Retour en arrière. Le lundi 24 septembre 2001, dans la soirée, le procureur de la République Michel Bréard répond à la presse. Tout le monde vit alors sous le choc de l’anéantissement des tours jumelles, à Manhattan. Quelques journalistes insistent sur l’hypothèse terroriste. Et le procureur de lancer, excédé, qu’il y a « 99 % de chances que ce soit un accident ». Une expression malheureuse, dont il s’explique d’ailleurs, comme témoin, devant le tribunal de Toulouse le 24 mars 2009 : « Je reconnais que je me suis énervé assez vite. Mais rien n’était joué, tout a été vérifié. »
C’est justement ce que conteste, depuis ce jour, le « clan du 1 % ». Me Daniel Soulez-Larivière, l’avocat de Grande Paroisse, qui est aussi dans d’autres affaires, telle l’« Erika », celui de Total, tempête contre les pistes que la police n’a pas explorées, les perquisitions qu’elle aurait effectuées trop tard.

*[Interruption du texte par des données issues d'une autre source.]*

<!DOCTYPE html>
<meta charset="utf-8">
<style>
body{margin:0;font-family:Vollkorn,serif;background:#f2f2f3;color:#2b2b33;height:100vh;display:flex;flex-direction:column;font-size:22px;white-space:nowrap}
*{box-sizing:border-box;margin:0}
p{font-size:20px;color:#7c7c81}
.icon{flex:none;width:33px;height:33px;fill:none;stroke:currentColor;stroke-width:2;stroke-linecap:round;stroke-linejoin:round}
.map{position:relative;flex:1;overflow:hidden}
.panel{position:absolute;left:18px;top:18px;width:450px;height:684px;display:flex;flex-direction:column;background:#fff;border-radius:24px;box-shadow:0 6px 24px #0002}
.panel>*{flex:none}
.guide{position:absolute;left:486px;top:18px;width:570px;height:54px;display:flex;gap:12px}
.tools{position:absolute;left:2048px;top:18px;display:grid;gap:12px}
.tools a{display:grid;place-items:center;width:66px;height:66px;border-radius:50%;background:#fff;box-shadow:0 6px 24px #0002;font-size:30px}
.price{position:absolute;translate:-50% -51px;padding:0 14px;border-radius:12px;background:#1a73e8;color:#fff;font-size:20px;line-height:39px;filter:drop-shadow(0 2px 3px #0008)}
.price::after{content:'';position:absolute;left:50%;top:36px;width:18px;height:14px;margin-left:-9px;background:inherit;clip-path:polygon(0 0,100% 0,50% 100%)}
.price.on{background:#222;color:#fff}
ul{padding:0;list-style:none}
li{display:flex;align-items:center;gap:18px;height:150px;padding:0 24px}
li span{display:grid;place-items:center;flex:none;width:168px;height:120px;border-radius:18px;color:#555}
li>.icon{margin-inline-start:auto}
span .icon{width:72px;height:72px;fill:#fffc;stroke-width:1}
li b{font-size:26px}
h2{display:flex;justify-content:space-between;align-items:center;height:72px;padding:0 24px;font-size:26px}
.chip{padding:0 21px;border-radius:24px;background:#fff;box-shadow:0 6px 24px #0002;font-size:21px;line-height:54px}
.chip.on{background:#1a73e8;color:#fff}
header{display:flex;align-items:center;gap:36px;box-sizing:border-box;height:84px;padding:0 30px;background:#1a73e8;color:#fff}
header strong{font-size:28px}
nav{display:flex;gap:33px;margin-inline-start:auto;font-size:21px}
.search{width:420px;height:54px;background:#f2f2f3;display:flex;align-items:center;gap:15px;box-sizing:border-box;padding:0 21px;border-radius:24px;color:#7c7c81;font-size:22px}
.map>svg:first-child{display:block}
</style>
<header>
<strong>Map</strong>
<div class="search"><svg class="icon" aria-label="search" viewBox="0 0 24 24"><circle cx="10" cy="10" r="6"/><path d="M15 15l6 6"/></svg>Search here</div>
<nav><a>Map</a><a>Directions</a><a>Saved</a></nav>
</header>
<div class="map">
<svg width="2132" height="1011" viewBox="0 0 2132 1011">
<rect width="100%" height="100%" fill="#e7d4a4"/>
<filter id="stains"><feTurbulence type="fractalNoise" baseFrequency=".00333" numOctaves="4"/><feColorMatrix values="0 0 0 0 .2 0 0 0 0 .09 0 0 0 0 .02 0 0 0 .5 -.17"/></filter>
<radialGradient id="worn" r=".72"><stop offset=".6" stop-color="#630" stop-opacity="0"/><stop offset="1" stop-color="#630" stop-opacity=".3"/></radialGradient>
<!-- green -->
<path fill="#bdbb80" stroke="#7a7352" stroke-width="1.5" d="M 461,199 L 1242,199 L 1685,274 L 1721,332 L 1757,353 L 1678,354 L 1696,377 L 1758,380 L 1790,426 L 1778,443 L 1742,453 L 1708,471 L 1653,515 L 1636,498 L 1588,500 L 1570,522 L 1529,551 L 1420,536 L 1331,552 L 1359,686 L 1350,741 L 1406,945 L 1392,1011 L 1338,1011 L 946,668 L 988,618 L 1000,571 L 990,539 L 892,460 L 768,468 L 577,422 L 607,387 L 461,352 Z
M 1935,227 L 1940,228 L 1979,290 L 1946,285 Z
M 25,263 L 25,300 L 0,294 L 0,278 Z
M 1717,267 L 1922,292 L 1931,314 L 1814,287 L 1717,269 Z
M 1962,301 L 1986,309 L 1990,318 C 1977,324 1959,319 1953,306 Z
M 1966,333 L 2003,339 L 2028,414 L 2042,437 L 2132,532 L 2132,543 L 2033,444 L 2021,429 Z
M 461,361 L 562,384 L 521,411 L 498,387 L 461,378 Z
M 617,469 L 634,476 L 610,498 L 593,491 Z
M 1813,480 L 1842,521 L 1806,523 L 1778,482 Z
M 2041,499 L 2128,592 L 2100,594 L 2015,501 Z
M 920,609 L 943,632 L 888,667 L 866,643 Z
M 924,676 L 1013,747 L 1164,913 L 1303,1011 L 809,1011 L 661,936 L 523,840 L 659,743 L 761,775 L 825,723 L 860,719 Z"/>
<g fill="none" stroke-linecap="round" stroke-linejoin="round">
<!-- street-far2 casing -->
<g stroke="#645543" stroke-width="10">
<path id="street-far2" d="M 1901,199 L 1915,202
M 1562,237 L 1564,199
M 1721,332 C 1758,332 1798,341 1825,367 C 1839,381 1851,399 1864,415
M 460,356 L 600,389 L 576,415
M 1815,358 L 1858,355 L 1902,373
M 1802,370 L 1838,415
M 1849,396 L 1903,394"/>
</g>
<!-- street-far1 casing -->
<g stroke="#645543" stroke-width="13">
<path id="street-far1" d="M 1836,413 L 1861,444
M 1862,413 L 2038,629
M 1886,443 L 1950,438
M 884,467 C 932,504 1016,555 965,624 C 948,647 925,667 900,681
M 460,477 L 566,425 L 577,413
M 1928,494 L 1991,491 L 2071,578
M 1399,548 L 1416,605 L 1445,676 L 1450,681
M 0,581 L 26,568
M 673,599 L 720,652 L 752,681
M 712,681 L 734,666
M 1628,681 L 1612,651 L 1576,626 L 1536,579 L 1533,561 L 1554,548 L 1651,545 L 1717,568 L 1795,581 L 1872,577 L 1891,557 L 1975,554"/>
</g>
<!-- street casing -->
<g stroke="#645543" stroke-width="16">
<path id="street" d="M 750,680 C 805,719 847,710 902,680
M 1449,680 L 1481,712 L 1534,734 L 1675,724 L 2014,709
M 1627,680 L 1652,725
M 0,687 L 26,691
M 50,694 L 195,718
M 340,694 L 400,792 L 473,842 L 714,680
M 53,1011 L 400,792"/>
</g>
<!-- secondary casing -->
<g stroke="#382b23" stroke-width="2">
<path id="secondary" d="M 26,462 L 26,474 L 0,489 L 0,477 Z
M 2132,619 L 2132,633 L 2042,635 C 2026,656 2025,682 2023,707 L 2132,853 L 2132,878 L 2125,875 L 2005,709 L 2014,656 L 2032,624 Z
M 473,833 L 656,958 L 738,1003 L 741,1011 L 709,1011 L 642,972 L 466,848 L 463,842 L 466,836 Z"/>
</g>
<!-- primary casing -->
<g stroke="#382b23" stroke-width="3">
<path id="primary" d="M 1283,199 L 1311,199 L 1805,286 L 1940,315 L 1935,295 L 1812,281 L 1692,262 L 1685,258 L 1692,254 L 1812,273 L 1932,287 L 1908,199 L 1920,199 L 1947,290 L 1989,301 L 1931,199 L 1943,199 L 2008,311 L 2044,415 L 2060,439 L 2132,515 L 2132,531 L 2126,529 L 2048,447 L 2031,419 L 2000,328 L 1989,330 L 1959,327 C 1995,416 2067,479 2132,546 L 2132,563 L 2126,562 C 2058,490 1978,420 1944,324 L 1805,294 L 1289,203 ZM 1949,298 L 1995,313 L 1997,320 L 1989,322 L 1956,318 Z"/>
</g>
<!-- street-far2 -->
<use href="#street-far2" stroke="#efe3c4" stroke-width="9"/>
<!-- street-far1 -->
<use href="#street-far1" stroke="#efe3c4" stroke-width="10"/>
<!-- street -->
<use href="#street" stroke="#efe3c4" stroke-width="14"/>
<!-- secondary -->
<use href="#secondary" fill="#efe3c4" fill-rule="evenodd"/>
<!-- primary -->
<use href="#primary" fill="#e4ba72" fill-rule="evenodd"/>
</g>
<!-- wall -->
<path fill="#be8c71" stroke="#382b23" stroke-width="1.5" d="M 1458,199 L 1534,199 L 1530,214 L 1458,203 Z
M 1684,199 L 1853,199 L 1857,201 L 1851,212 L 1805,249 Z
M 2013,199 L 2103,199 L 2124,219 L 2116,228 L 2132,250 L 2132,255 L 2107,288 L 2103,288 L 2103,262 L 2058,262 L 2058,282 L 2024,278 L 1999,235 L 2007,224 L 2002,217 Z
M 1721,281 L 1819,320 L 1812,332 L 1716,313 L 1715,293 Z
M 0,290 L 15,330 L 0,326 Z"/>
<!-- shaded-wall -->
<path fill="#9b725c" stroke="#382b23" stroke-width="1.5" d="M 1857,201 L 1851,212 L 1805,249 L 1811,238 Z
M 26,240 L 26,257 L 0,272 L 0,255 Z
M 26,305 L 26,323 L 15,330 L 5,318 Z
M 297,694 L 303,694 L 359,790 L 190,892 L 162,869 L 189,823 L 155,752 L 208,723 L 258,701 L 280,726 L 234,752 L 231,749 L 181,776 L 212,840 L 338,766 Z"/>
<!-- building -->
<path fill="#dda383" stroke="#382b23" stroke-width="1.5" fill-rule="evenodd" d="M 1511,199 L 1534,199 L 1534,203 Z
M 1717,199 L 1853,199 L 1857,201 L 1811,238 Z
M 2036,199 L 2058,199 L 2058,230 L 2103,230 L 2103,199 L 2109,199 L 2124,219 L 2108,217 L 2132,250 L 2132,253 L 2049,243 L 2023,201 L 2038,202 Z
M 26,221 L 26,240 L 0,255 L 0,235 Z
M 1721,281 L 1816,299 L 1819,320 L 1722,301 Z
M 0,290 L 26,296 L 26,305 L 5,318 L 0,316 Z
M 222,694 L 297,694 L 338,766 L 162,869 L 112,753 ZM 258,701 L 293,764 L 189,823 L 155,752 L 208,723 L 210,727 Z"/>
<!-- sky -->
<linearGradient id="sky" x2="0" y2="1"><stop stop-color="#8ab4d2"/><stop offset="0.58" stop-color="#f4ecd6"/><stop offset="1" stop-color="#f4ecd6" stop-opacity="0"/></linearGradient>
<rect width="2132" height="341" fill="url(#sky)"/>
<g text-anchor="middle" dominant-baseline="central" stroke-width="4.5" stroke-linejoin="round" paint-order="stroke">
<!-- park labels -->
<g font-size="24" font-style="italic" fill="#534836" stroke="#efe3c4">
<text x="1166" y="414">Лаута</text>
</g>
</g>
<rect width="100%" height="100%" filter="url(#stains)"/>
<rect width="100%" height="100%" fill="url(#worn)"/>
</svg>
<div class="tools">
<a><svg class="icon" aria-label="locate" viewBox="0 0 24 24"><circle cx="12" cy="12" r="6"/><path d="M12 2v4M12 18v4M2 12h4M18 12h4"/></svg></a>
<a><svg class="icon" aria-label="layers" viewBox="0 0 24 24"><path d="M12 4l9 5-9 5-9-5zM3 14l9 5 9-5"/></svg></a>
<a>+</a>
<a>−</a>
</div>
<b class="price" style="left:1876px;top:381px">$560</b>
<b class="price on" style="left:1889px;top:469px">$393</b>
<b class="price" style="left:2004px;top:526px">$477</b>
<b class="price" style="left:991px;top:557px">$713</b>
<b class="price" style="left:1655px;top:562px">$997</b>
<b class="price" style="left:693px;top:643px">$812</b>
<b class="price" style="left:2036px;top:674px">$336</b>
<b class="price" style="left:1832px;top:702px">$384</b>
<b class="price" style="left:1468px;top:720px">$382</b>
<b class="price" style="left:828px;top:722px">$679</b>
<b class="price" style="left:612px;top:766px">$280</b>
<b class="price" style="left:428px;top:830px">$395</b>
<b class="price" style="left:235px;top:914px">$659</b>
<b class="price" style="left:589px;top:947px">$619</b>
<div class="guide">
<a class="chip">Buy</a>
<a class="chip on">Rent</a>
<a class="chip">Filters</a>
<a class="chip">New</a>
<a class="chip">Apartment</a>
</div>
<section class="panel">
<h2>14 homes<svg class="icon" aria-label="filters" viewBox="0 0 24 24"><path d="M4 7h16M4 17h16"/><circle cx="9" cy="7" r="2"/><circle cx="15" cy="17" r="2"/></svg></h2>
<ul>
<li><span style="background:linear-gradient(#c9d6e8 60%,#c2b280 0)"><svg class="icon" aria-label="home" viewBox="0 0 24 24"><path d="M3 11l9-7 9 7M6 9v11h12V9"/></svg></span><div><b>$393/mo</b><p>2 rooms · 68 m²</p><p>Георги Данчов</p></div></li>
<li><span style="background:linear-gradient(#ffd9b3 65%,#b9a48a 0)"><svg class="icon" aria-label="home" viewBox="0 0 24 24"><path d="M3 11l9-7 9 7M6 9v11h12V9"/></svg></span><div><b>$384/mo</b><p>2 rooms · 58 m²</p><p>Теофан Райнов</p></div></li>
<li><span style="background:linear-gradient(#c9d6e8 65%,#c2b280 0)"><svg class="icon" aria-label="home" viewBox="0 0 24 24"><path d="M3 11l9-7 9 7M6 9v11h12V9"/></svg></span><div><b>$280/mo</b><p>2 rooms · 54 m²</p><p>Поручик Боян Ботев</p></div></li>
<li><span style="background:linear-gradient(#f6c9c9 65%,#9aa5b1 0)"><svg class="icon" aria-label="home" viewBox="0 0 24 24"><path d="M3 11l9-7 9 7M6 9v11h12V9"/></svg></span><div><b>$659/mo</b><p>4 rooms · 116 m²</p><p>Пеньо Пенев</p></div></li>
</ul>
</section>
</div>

Quelles pistes ? Celle qu’ont suivie plusieurs journalistes, notamment de L’Express , de Valeurs actuelles et du Figaro , en tirant la ficelle dite des « quatre slips » (dans certaines versions, les tenants du complot lui ont même attribué jusqu’à... sept sous-vêtements). L’un des ouvriers décédés, Hassan J., portait en effet plusieurs sous-vêtements. « Un short de sport bleu avec un slip à l’intérieur de marque Loto, au-dessous un caleçon vert à motifs, au-dessous un caleçon gris clair et en dessous un slip gris », note le docteur Duguet dans son compte rendu d’examen du corps du 22 septembre 2001En pleine psychose du 11 Septembre, cette particularité ne trouble pas seulement quelques journalistes, mais aussi les enquêteurs : certains kamikazes ne protègent-ils pas leurs organes sexuels pour être accueillis dans les meilleures conditions par les vierges du paradis ? D’autant qu’on leur rapporte des incidents et des heurts entre employés, sur le site, sur des thèmes ethnico-religieux.
« cacher la vérité. »
Pour échauffer un peu plus les esprits, une note blanche des Renseignements généraux, datée du 3 octobre 2001, est transmise à la police judiciaire... et à quelques journalistes. Elle pose quelques jalons vers la piste islamiste. Le patron des RG à Toulouse à l’époque, Joël Bouchité, aujourd’hui préfet chargé de la sécurité dans la région Nord, reconnaît à la barre la « faiblesse » de ces éléments accusatoires qui « n’ont pas été vérifiés ». Mais le mal est fait. Avec la fuite vers Valeurs actuelles, cette note alimentera largement les spéculations... jusqu’au sommet de la hiérarchie.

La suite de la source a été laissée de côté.